Instructions for the task: Lines with the string "JSON" must each be copied from the listing.

Supplied data:
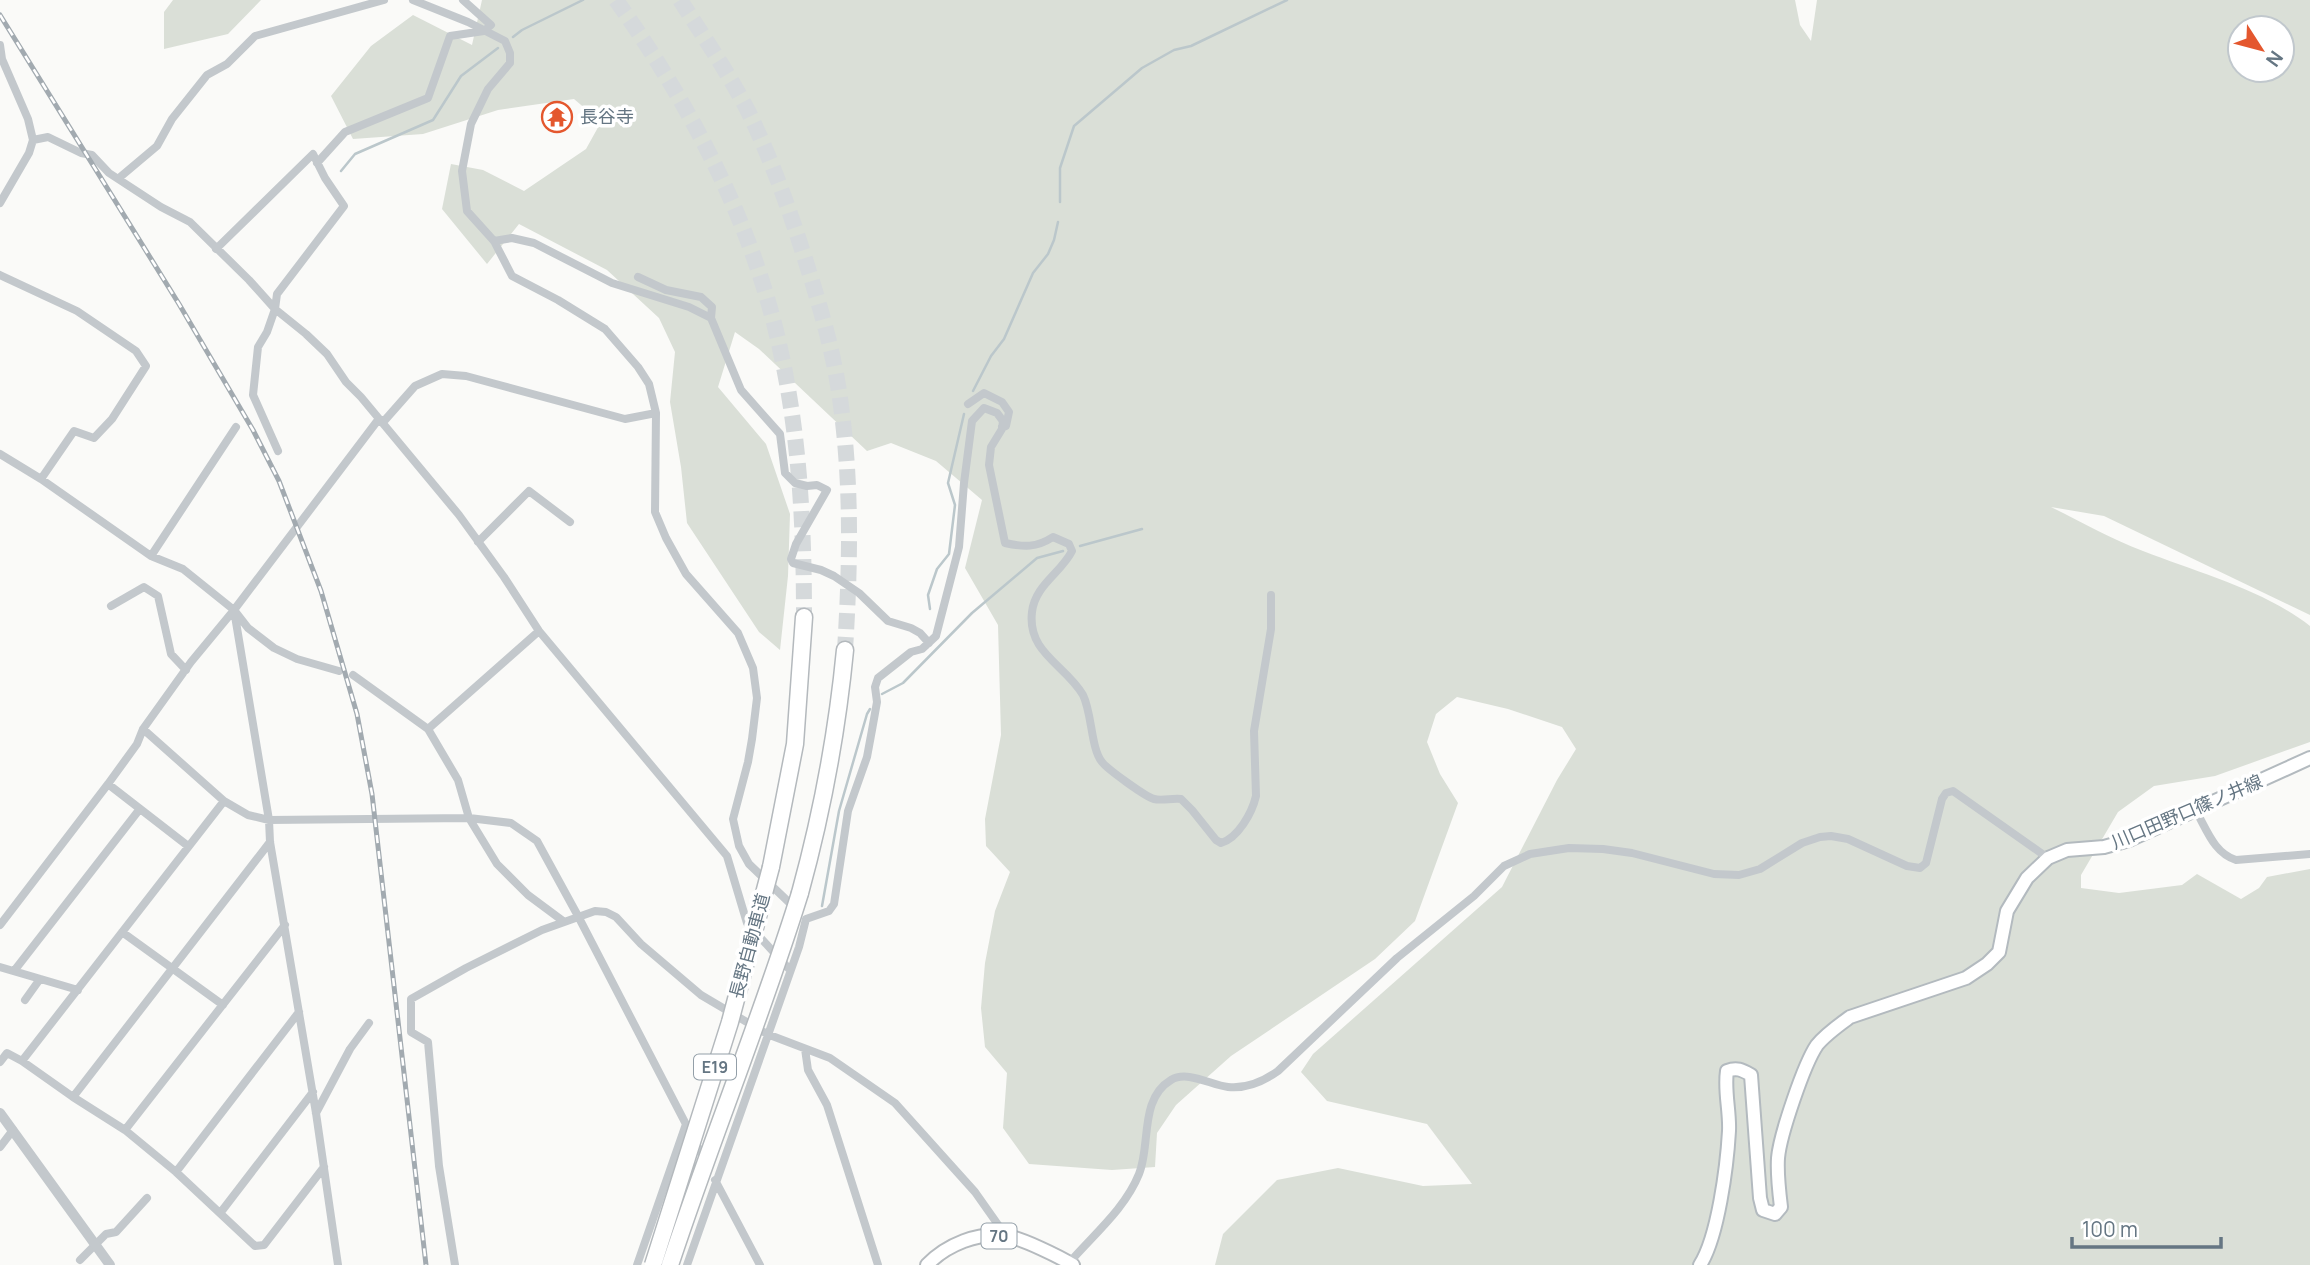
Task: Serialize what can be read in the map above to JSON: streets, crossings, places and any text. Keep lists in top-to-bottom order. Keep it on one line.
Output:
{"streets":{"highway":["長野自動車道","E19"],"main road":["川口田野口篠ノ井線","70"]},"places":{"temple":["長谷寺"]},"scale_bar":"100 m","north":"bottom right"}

---

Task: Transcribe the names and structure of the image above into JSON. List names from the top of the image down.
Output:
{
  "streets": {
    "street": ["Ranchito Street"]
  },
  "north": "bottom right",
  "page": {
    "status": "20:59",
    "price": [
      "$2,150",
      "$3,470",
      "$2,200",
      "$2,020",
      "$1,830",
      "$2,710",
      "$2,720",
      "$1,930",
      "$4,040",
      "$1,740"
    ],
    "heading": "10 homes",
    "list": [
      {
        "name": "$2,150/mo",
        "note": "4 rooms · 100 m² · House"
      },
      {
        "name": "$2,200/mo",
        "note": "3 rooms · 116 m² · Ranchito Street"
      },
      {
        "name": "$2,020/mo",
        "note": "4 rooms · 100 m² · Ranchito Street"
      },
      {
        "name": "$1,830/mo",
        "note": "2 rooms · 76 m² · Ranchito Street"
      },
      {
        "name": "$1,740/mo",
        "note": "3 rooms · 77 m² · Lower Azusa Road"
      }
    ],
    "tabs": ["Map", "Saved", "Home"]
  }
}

* * *

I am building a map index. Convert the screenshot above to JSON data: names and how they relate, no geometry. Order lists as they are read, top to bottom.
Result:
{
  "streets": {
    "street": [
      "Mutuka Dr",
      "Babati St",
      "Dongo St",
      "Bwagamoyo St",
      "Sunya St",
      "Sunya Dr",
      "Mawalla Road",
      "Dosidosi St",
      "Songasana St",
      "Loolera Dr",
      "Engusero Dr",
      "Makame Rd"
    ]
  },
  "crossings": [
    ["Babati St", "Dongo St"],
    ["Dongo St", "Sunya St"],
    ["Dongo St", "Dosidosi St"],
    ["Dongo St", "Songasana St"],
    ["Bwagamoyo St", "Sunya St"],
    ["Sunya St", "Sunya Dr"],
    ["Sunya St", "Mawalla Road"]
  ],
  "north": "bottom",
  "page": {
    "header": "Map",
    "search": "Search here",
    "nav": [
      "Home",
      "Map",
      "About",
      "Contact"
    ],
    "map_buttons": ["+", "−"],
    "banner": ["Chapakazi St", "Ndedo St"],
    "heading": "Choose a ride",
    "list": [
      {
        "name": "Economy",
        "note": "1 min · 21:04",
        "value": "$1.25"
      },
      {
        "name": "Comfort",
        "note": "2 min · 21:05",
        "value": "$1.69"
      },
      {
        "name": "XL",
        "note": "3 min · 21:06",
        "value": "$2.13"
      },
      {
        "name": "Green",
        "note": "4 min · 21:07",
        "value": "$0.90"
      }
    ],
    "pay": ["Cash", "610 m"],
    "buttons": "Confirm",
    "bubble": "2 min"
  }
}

Answer box:
Task: Serialize what can be read in the map above to JSON: streets, crossings, places and any text. Keep lists in top-to-bottom order. Keep it on one line.
Task: Transcribe the names and structure of the image above into JSON. List names from the top of the image down.
I am building a map index. Convert the screenshot above to JSON data: names and how they relate, no geometry. Order lists as they are read, top to bottom.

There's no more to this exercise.